When Tim Linhart started making instruments from ice, they were more likely to explode with a bang than produce music, but things have come a long way since then.
Today, the US-born artist is in charge of an ice orchestra of local musicians playing a series of concerts at sub-zero temperatures in a vast, custom-built igloo high in the Italian Alps.
“I made snow and ice sculptures in the ski resort where I’m from in New Mexico [or 16 years] ... and then I decided it would be cool to make a sculpture of a violin,” said Linhart, 59.
Photo: AFP
“I heard the sound coming from inside and thought: ‘Wow this is super exciting. If I just tighten up the strings a little bit more it would be louder,’” he said.
However, overtightening the strings caused the instrument to shatter into little pieces, he said.

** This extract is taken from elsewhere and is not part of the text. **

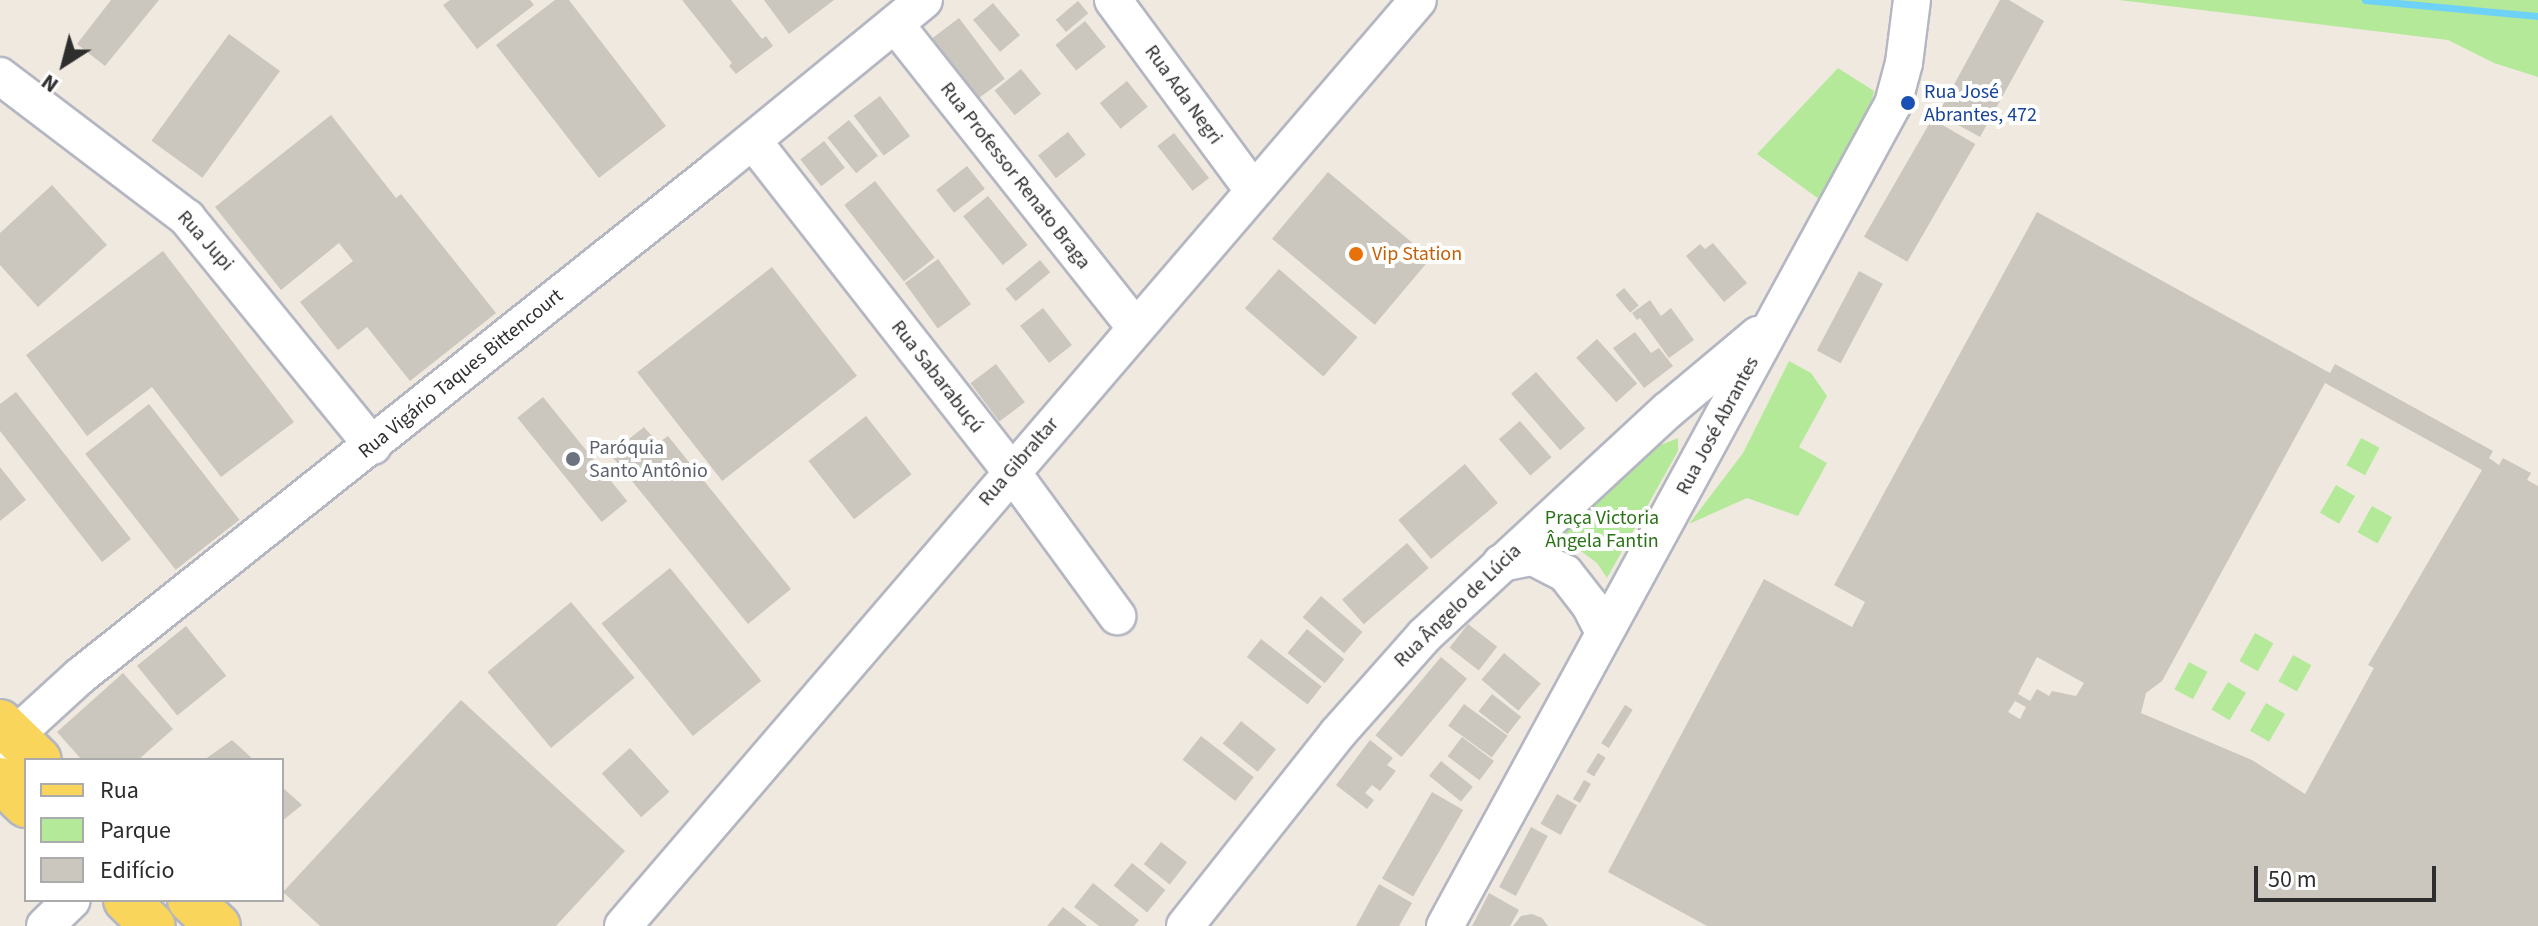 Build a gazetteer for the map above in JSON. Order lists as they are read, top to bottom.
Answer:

“But I had heard enough; it was the beginning,” Linhart said, his large frame treading nimbly among the delicate instruments on stage in the igloo.

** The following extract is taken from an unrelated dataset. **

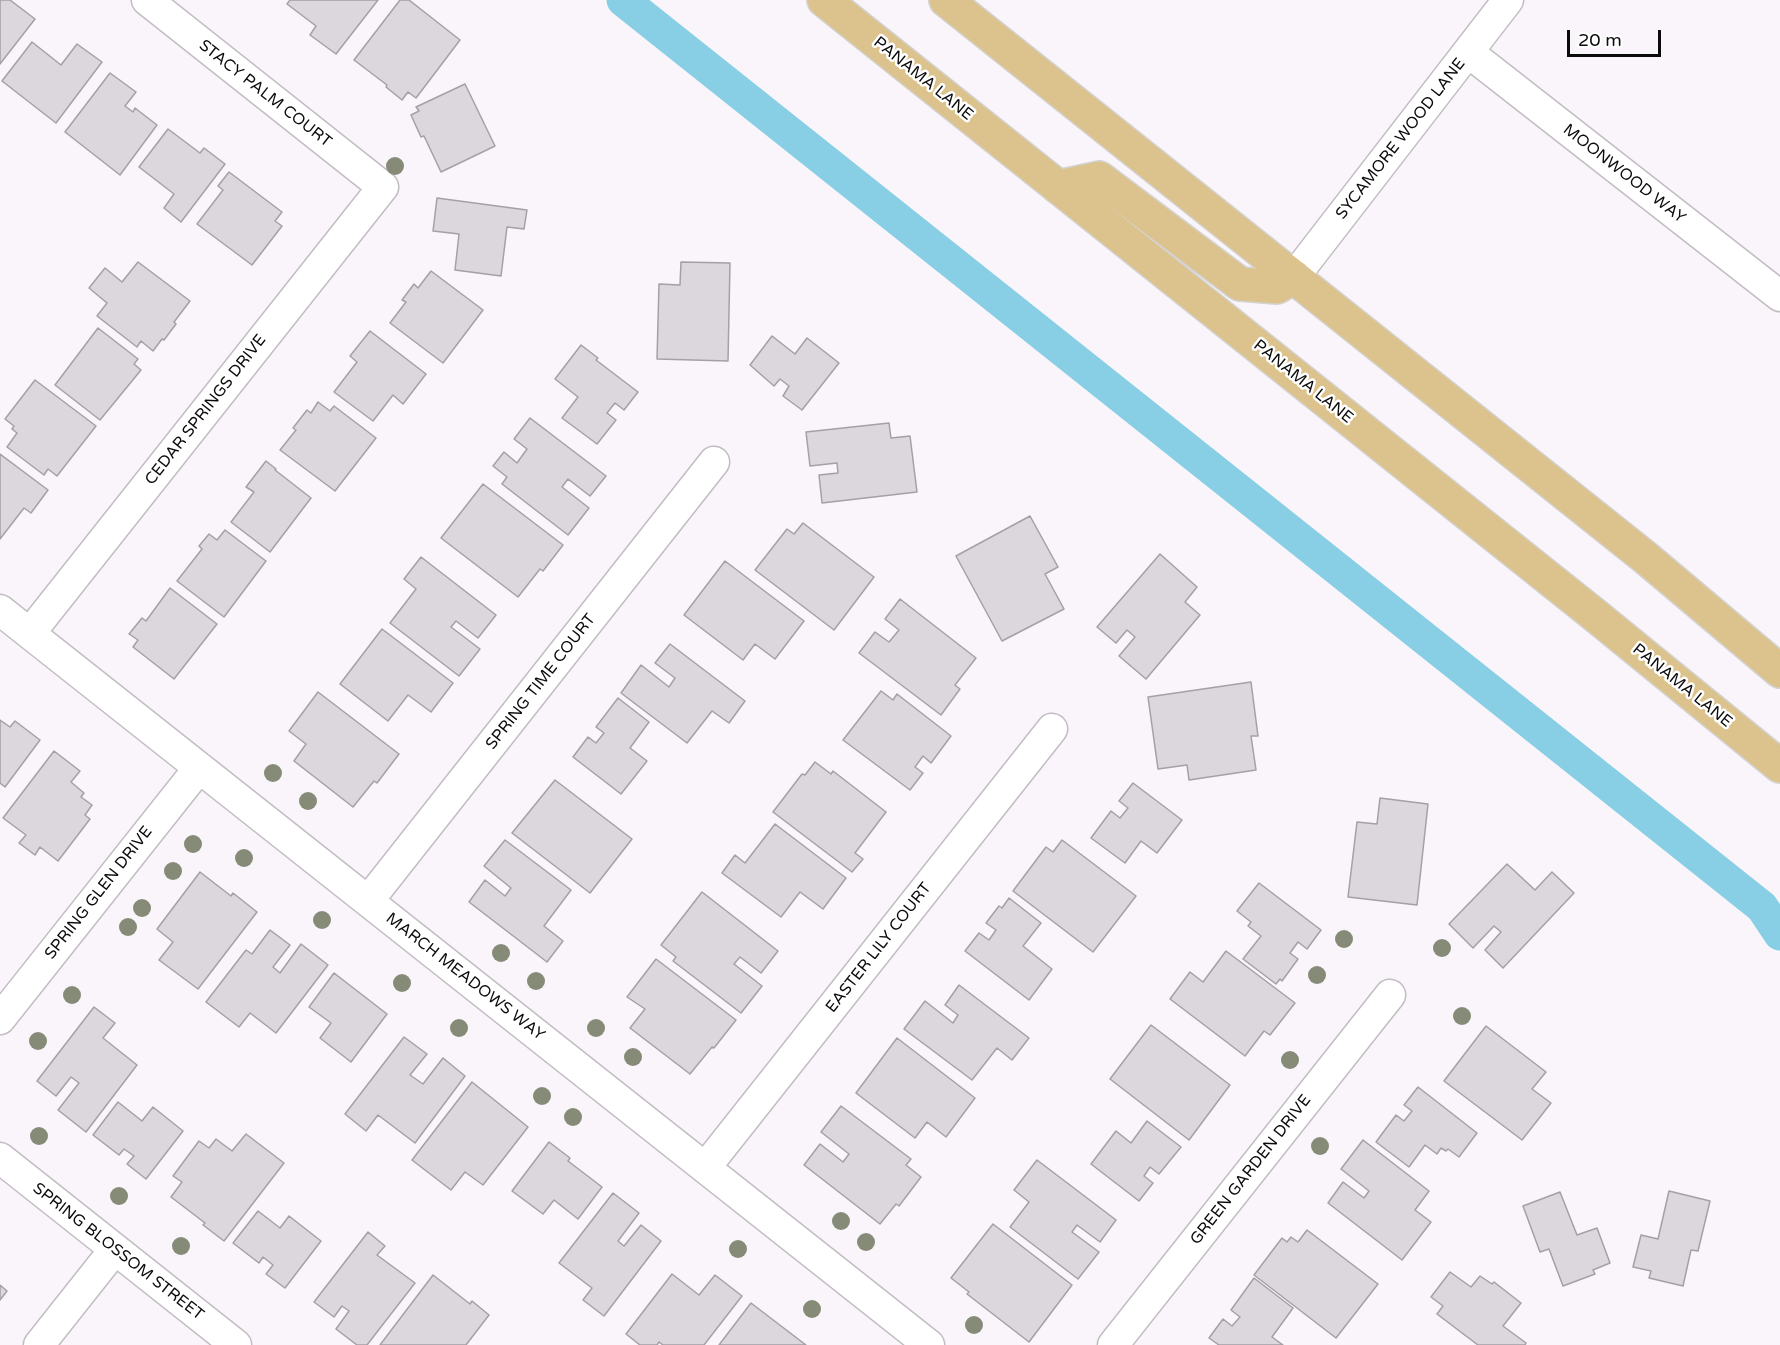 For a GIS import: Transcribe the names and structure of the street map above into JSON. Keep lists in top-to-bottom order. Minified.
{"streets":{"main road":["PANAMA LANE"],"street":["STACY PALM COURT","SYCAMORE WOOD LANE","MOONWOOD WAY","CEDAR SPRINGS DRIVE","SPRING TIME COURT","SPRING GLEN DRIVE","EASTER LILY COURT","MARCH MEADOWS WAY","GREEN GARDEN DRIVE","SPRING BLOSSOM STREET"]},"crossings":[["STACY PALM COURT","CEDAR SPRINGS DRIVE"],["SYCAMORE WOOD LANE","MOONWOOD WAY"],["CEDAR SPRINGS DRIVE","MARCH MEADOWS WAY"],["SPRING TIME COURT","MARCH MEADOWS WAY"],["SPRING GLEN DRIVE","MARCH MEADOWS WAY"],["EASTER LILY COURT","MARCH MEADOWS WAY"]],"scale_bar":"20 m"}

In the Passo Paradiso winter sports station at an altitude of 2,600m, instruments still at times spontaneously implode due to the brittleness of the ice, but less frequently, and when they do, it is not altogether a lost cause.
“Then you know you’re as close to the edge of ice music as you can get,” Linhart said.
Here, the artist has built a violin, viola, timpani drum set, xylophone, double bass, mandolin, cello and even his own invention, the giant Rolandophone, a huge percussion pipe instrument, all from ice.
After molding front and back plates, Linhart uses a white-ice mix of water and snow to build the instrument’s walls, around a metal backbone, over which the strings are stretched and tightened.
A mandolin takes five or six days to make; bigger instruments can take months.
“It’s a great material because you can both grow it and cut it away, and it’s free,” Linhart said. “The only setback is that it melts above freezing.”
Due to their weight, some of the instruments are played while suspended from mountaineering carabiners attached to steel cables drilled into the ceiling of the 200-seater igloo.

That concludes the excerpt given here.